Camera Image Ingestion — Overview
This document is the single entry point for how images get from a physical sensor into the central ROS 2 host in the PhotogrammetricWAAM system.
There are exactly three hardware pipelines and two roles each camera
can serve. Everything else in this folder (and in
PhotogrammetricWAAM-Edge/ and
ros2_ws/launch/) is one concrete instance of that 3 × 2 matrix.
TL;DR — The 3 × 2 matrix
| Hardware | Edge host | Wire | Edge software | Role (1) HQ stills | Role (2) low-latency MJPG |
|---|---|---|---|---|---|
| IMX708 (Pi Cam 3) | Raspberry Pi (CSI) | WiFi/ETH | simple_picamera2_streamer/app.py — picamera2 → cv2.imencode → HTTP /stream /jpg /set | ✅ (planned) | ✅ (current default, 8 Hz) |
| OV2640 / OV5640 | XIAO ESP32-S3 Sense (DVP) | WiFi/ETH | CameraWebServer_for_esp-arduino_3.0.x.ino — esp_camera → MJPG on :81/stream | ✅ (planned) | ✅ (current default) |
| DSLR (Canon / Nikon / Sony) | Raspberry Pi (USB) | WiFi/ETH | mqtt__gphoto2_delegate.py — gphoto2 capture-and-download | ✅ (only role) | ✗ (not supported) |
ROS 2 client side (the kernel host) is uniform across all three: it runs
image_publisher_node against either an MJPG stream URL (roles 2, IMX708 + ESP32S3)
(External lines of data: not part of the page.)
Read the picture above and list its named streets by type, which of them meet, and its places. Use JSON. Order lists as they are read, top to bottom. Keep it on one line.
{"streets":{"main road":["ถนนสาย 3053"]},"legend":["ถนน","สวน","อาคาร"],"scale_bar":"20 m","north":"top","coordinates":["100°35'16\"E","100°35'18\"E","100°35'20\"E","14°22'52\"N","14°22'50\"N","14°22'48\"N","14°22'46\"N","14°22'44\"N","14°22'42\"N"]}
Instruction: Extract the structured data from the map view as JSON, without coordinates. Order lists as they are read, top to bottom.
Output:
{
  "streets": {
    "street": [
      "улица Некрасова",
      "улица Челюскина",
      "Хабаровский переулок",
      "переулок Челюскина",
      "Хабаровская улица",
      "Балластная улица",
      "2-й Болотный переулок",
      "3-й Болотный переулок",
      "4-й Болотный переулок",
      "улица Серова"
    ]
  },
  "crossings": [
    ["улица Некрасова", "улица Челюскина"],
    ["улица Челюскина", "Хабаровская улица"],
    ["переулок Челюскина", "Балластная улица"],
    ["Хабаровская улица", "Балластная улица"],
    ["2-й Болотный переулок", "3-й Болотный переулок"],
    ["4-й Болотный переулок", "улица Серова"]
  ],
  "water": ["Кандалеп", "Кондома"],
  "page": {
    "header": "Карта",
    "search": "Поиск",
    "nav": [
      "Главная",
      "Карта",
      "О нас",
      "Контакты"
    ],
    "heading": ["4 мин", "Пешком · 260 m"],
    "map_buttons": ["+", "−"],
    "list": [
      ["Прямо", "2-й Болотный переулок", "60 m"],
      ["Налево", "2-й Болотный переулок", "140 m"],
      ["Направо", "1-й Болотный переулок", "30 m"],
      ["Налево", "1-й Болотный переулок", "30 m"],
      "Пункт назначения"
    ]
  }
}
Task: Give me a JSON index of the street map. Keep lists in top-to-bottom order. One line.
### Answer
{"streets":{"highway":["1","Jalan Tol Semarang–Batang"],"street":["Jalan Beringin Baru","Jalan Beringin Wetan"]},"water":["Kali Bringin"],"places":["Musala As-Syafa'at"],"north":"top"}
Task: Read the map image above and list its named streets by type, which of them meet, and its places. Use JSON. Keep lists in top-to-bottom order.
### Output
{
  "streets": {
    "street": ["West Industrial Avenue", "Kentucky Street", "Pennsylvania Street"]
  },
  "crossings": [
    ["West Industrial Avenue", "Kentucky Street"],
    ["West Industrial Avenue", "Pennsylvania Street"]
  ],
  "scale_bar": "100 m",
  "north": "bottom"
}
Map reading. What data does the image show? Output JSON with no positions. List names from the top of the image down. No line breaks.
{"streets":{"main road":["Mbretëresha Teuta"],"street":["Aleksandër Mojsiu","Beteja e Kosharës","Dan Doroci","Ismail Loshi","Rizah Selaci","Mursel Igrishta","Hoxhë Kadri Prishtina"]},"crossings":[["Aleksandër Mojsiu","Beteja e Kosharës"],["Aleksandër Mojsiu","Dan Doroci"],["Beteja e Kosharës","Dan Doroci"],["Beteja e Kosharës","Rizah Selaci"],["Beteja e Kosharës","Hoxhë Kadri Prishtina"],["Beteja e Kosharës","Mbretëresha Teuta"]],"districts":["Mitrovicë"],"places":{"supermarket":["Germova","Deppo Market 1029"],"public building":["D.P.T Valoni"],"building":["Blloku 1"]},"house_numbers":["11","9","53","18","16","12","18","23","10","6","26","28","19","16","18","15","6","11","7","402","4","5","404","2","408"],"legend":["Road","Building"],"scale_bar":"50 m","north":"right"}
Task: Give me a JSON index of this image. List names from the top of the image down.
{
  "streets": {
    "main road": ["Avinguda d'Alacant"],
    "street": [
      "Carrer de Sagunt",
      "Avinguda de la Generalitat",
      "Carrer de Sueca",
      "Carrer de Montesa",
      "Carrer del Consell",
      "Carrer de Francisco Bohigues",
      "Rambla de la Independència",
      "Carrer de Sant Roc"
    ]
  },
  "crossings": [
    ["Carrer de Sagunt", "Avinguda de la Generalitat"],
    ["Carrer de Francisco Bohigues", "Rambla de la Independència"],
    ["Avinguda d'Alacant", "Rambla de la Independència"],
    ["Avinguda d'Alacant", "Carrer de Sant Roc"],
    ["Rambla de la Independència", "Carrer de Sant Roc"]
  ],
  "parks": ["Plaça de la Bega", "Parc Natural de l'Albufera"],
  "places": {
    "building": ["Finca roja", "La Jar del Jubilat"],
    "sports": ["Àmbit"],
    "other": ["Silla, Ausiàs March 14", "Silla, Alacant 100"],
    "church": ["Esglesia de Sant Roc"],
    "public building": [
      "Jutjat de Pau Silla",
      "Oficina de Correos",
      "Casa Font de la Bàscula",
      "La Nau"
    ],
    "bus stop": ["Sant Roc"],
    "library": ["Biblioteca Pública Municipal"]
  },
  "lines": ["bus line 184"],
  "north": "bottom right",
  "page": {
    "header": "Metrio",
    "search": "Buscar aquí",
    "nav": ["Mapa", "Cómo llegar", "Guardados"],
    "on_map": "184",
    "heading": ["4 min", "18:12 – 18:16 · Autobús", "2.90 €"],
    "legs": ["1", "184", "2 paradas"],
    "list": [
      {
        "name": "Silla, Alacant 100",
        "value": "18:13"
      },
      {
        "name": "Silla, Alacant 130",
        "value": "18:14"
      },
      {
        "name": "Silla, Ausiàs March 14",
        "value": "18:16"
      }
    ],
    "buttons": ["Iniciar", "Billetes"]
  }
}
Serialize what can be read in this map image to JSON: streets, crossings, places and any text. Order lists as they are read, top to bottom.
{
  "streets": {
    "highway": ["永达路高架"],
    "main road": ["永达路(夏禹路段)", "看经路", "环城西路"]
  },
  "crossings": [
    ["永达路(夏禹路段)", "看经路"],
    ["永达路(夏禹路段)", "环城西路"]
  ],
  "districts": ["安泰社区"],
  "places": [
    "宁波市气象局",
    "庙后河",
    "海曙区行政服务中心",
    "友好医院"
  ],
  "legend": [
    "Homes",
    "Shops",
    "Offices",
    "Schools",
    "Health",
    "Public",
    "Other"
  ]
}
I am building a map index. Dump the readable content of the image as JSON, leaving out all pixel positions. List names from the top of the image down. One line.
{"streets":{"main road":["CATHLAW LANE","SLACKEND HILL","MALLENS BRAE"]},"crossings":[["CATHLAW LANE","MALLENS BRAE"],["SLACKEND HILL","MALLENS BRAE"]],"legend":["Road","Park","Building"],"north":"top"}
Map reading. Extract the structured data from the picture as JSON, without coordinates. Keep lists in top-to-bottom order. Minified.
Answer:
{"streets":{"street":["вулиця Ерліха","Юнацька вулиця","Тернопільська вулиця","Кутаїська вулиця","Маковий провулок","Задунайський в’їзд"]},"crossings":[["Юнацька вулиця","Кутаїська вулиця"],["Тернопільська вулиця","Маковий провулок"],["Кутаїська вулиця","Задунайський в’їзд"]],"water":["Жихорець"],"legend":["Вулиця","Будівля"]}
or consumes the on-disk JPG/RAW that the gphoto2 delegate dumps (role 1, DSLR
and on-demand IMX708/ESP32S3).
See ros2_ws/launch/image_publisher_client/README.md.
The two roles, in detail
Every photogrammetry-grade camera in this system serves one of two roles at any given moment. The IMX708 and the ESP32-S3-attached OV2640/OV5640 are capable of either role; the DSLR is permanently locked to role (1).
Role (1) — Highest-fidelity still producer
Goal: Best possible JPG (or RAW) of one moment in time, on demand or at a slow cadence. Latency does not matter.
- Maximum sensor resolution (e.g. IMX708 4608×2592, OV5640 2592×1944, DSLR ≥24 MP).
- Highest JPG quality (low quantisation) — or RAW where available.
- Capture is triggered, not free-running. One trigger → one (or one stack of) frames written to durable storage with a session ID.
- Consumed by the photogrammetry / SfM pipeline downstream — not by RViz/Foxglove.
- Control plane: MQTT (recipient-based topics — see
mqtt__gphoto2_delegate.spec.mdfor the canonical request/response shape).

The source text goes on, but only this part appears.